Deux jours plus tard, Flore déboucha à l'avant du palais avec les Auroréens du village. Les personnes présentes les observèrent, à la fois, surprises et curieuses. Sans inquiétude ou inimitié. Depuis longtemps, son peuple était accepté.

Elle s'immobilisa à la barrière électromagnétique, créée par des poteaux sombres, encerclant la place. Au pied de la terrasse, un aérocar au toit ouvert patientait. Le véhicule remonterait les rues de la ville pour rejoindre le centre de culte des Dalghariens, où l'enterrement se déroulerait. Kris lui avait expliqué toute la procession dans les moindres détails. Quand il l'avait invitée avec les siens à participer, elle avait décliné et excusé la réserve qui empêchait les siens de se mêler à la foule. Le nouveau roi s'était montré compréhensif.

Un cercueil de verre dans lequel reposait le couple royal apparut à l'entrée du palais. Il lévitait au-dessus d'une plaque de métal, portée par six hommes, choisis parmi les nobles et les roturiers. Ils le glissèrent à l'intérieur du véhicule.

La famille, suivie de proches, sortit à son tour. Des gardes dans leur uniforme d'apparat, aux couleurs bleu et rouge, les accompagnaient.

Flore contacta Kris par la pensée :

Nous souhaiterions donner un hommage à notre manière ?
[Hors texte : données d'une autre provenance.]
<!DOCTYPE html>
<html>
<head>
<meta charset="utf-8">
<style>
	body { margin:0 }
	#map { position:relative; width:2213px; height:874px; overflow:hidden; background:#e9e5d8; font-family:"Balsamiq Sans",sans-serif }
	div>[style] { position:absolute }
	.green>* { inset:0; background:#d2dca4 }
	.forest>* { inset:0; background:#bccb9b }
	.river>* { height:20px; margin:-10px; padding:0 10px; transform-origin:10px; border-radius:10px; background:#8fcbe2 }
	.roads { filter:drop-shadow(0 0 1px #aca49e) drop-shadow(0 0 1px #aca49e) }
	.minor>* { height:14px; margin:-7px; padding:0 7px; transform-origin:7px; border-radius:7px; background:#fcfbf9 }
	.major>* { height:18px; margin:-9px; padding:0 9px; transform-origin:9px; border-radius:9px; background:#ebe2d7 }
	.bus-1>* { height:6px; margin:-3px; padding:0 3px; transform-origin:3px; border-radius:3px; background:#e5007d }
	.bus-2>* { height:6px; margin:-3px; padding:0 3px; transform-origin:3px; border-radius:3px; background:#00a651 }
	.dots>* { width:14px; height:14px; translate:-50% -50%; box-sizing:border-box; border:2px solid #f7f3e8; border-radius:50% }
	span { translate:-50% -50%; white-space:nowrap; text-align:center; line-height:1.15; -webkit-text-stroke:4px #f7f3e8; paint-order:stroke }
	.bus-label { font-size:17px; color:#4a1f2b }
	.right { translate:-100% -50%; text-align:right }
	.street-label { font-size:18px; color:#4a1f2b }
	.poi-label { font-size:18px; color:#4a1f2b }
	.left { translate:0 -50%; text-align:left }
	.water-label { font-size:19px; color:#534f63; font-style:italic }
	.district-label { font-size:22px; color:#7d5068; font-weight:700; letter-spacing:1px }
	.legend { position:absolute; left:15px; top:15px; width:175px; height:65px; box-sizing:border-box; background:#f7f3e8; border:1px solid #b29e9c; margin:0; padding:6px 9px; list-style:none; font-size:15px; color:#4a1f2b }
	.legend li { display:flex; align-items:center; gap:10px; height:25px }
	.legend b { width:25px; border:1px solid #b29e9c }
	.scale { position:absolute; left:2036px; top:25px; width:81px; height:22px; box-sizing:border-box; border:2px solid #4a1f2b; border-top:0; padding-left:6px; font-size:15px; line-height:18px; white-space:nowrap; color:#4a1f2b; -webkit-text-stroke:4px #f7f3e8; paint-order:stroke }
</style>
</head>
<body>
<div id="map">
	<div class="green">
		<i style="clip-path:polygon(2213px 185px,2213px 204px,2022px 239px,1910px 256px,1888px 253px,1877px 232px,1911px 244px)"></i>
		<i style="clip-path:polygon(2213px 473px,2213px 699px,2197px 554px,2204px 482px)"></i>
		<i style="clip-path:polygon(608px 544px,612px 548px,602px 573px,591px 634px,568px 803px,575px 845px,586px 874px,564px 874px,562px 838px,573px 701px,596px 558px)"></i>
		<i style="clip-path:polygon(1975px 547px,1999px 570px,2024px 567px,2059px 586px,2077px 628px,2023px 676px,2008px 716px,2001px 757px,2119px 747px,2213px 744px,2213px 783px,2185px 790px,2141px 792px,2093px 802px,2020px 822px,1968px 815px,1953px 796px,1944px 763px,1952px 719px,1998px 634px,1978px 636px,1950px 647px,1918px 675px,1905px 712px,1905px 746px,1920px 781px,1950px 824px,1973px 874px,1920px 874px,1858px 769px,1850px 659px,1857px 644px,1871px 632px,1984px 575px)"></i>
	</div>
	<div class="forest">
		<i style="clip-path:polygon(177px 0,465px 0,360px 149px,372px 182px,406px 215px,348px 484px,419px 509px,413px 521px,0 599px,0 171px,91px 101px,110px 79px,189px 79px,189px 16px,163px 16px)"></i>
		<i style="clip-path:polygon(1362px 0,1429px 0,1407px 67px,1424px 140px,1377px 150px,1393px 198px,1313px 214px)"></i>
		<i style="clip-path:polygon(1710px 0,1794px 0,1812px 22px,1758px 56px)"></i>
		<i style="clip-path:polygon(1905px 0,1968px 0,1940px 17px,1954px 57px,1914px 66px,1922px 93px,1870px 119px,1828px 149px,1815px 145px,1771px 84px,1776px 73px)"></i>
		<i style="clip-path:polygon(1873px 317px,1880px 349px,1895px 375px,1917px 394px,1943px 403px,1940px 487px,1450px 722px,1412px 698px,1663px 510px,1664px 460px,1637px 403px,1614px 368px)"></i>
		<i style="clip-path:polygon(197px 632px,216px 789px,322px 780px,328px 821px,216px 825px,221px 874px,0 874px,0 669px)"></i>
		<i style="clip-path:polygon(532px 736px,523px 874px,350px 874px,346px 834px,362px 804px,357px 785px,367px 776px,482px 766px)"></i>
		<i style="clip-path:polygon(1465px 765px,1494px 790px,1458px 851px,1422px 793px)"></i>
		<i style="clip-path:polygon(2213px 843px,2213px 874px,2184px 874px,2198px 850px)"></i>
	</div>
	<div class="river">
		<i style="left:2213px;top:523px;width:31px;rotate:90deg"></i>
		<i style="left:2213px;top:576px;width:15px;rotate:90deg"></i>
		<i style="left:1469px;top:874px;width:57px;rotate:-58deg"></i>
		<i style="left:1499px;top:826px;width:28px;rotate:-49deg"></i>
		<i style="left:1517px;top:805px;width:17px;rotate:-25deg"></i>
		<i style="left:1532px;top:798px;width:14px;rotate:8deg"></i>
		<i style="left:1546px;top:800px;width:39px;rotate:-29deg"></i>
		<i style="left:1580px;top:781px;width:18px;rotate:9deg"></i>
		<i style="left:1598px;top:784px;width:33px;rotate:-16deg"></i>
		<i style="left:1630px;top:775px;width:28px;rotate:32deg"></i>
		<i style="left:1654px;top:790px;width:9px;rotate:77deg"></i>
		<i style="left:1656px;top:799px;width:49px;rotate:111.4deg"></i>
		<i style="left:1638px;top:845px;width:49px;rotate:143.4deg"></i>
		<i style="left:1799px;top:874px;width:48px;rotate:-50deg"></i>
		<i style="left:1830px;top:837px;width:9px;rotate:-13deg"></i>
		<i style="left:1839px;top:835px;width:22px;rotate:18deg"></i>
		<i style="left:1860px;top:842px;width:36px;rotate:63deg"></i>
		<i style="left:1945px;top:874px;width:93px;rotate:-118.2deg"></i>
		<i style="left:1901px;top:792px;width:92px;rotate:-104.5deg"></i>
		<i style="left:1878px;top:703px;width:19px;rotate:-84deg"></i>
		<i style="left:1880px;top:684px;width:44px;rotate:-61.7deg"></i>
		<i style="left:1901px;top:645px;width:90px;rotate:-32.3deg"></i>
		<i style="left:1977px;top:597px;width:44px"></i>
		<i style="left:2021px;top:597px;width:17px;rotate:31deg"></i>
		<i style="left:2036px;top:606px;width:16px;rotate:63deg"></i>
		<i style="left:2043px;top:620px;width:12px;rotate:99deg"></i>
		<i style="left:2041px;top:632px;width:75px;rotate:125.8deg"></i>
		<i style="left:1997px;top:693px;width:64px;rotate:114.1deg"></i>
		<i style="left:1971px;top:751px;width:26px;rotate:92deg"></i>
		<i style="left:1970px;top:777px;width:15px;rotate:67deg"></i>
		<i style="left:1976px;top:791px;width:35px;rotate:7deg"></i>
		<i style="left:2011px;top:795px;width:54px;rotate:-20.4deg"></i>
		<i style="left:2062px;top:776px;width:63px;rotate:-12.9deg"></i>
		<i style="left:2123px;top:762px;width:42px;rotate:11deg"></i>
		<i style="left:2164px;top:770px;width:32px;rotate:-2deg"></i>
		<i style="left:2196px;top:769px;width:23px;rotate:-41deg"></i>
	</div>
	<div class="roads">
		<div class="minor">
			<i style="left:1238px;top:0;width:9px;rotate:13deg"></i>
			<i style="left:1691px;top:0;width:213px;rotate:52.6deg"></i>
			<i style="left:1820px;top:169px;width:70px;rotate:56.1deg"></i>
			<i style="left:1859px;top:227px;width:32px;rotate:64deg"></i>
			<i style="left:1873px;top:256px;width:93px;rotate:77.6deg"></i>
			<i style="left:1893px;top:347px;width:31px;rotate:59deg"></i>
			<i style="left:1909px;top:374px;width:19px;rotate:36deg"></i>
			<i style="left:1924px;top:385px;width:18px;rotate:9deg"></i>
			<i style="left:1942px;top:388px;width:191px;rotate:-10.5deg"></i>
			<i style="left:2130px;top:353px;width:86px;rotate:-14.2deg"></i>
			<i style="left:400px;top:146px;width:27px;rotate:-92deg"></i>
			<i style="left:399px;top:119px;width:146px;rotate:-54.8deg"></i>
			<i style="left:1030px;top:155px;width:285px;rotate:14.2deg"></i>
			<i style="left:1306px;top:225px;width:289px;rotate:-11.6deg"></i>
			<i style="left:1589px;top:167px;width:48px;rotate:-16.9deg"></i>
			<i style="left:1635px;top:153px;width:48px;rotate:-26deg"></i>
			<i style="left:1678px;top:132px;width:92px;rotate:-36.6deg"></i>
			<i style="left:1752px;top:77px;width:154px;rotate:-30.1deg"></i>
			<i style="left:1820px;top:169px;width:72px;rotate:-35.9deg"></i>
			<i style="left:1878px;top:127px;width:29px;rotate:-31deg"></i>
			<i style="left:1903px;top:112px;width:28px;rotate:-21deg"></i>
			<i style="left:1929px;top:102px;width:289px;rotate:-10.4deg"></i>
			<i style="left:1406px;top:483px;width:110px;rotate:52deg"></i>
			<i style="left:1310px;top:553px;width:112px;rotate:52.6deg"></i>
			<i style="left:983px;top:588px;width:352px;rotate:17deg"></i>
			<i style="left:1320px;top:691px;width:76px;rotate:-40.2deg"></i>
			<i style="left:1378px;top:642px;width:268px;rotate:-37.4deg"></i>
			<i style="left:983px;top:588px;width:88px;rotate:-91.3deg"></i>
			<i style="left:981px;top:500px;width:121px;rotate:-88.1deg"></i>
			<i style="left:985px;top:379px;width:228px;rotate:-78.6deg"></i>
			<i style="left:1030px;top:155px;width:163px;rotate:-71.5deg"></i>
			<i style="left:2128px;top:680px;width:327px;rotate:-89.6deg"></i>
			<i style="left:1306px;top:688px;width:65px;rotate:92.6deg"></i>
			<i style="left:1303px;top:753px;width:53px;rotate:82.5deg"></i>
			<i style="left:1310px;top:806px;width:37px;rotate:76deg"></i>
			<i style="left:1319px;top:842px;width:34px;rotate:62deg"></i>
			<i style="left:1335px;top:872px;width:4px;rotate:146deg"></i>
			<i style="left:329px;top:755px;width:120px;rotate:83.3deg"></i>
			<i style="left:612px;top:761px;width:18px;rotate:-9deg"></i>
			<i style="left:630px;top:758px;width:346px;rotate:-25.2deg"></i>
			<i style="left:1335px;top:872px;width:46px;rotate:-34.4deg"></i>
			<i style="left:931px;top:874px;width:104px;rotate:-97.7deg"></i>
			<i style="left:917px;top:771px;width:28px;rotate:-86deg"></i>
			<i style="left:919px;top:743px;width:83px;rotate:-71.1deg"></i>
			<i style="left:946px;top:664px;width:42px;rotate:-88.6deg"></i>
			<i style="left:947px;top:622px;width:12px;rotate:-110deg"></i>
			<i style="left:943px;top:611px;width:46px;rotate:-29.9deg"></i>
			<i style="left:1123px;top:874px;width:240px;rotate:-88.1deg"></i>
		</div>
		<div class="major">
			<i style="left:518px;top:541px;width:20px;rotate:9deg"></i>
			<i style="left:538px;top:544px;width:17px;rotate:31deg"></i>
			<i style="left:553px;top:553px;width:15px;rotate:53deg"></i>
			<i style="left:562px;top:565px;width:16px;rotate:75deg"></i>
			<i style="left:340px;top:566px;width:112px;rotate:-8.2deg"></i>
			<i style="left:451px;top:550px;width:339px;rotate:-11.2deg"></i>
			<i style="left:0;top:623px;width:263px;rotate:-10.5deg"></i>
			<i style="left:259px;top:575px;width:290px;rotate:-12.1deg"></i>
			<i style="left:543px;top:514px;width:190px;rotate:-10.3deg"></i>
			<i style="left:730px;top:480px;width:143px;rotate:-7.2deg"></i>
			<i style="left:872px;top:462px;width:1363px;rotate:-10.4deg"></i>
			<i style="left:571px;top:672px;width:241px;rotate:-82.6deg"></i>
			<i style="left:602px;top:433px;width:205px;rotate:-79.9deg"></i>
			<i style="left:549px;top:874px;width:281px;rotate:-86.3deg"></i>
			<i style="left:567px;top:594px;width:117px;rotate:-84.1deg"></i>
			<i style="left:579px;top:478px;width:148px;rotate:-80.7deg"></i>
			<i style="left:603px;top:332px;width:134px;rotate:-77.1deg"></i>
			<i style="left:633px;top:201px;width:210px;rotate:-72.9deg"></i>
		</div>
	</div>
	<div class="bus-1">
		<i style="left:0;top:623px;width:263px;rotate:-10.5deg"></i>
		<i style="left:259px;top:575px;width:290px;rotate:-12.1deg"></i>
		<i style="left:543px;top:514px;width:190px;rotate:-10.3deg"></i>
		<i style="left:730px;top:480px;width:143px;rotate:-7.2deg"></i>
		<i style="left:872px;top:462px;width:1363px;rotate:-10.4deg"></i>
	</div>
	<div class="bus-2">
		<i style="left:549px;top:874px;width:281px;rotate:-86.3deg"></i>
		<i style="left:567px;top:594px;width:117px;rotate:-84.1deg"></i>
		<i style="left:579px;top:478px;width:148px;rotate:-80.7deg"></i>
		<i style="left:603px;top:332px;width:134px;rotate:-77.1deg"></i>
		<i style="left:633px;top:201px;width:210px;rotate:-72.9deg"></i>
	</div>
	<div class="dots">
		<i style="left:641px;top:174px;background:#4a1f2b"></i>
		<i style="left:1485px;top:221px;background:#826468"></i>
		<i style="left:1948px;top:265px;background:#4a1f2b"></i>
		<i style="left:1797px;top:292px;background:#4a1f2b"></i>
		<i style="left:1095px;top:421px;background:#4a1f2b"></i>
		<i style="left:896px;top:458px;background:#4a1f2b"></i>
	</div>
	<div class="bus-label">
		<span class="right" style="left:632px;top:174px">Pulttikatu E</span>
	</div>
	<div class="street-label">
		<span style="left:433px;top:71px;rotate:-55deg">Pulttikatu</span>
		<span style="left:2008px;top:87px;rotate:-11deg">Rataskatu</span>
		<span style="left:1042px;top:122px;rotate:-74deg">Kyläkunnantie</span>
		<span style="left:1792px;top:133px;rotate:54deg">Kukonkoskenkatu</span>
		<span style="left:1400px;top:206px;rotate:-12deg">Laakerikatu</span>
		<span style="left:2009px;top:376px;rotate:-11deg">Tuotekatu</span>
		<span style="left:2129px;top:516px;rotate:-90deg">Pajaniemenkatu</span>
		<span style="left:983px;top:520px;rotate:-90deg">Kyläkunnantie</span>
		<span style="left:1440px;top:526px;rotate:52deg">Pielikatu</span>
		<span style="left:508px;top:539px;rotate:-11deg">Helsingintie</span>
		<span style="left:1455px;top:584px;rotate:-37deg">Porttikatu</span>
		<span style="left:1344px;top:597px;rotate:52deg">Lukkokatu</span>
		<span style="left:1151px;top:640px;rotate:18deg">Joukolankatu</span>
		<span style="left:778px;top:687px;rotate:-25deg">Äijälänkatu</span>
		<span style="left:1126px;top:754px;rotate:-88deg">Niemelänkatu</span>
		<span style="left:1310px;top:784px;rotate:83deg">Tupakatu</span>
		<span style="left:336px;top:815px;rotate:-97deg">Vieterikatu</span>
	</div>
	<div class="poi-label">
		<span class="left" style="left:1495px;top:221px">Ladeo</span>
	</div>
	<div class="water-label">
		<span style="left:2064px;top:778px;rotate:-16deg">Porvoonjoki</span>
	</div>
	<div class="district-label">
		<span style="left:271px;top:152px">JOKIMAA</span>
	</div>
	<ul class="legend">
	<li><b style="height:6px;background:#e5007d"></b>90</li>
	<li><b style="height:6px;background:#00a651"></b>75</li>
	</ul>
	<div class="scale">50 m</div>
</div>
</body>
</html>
D'un signe de la main, il intima un ordre à un des serviteurs, qui coupa le champ entre deux poteaux. Elle encercla l'aérocar avec les siens, puis ils entamèrent la mélopée des morts. Pendant le chant, que certains dans la foule essayaient de fredonner, les Auroréens, vêtus d'une longue tunique blanche, déposèrent une fleur autour du cercueil. Flore en distribua une aux enfants royaux et à leurs proches. Chacun d'eux effectua le même geste.

Lorsque la mélopée se tut, elle parla haut et fort :

— Nous, Auroréens, nous chérirons toujours la reine Cassian et le roi Timos pour leur accueil chaleureux. Il a adouci les larmes de notre exil... Leur bonté n'avait pas d'égal. Notre indignation, notre profonde tristesse nous consument autant que le peuple de Dalghar. Nous condamnons ce meurtre inqualifiable et prêterons nos talents afin de capturer les assassins. Ô Kilyan, que ta lumière nous éclaire !

— Ô Kilyan, que ta lumière nous éclaire ! répétèrent les Auroréens, la main posée sur le cœur.

Le cercle se brisa sur ces paroles, et les exilés quittèrent la place devant une foule silencieuse. Elle s'était écartée avec respect. Flore, une boule dans la gorge, mais heureuse d'avoir accompli cet hommage, salua la famille royale. Leurs yeux exprimaient une profonde reconnaissance.

À l'instant où elle franchissait la barrière électromagnétique, Brian effleura son esprit en douceur :

Merci, je n'oublierai jamais ce geste.

Flore se retourna : il lui souriait. Après un signe de la tête, il se positionna dans le défilé derrière son frère et Amélia, Iliane accrochée à son bras.